Slower growth out of China is taking steam out of runaway commodity prices.
In the current cycle, most producers are delivering massive dividends to shareholders. Image: AdobeStock

The post-Covid economic rebound has hit a speed wobble in the form of slowing Chinese growth.

The World Bank estimates Chinese economic growth to slow to 5.4% next year, from 8.5% in 2021. That expected slowdown has started taking some of the steam out of commodity prices such as rhodium, palladium, oil and copper.
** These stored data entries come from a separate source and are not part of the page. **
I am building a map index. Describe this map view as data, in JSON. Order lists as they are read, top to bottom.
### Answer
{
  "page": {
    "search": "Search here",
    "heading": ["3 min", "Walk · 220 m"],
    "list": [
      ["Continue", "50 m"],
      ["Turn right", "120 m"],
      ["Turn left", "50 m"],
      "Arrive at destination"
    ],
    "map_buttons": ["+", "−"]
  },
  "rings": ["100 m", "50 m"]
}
China’s remarkable recovery from the post-Covid crash in March 2020 rescued the global economy, but the looming slowdown will drag the rest of the world with it, particularly commodity-dependent countries like SA.

This could stall one of the longest commodity supercycles in decades as China transitions to slower, more sustainable growth based on domestic consumption rather than exports and investment.

Listen: Deryk Janse van Rensburg of Anchor Capital discusses commodity prices on MoneywebNOW

Decades-long supercycle

“This has been the biggest commodity supercycle in history, and it’s been going on for the better part of two decades, but I think it is coming to end,” says Peter Major, mining director at Mergence Corporate Solutions.

“Gravity always wins in the end, and I see commodity prices reverting to their mean before their likely over-shooting to the downside. The current cycle commenced in 2003, and is the longest cycle we have seen since at least the 1860s.”

It’s been a record-breaking year for SA miners like Kumba Iron Ore, Royal Bafokeng Platinum and Anglo Platinum, and the good times may continue a while longer with miners like Exxaro expecting its half-yearly earnings to double, in large part because of its investment in iron ore mining at Sishen in the Northern Cape.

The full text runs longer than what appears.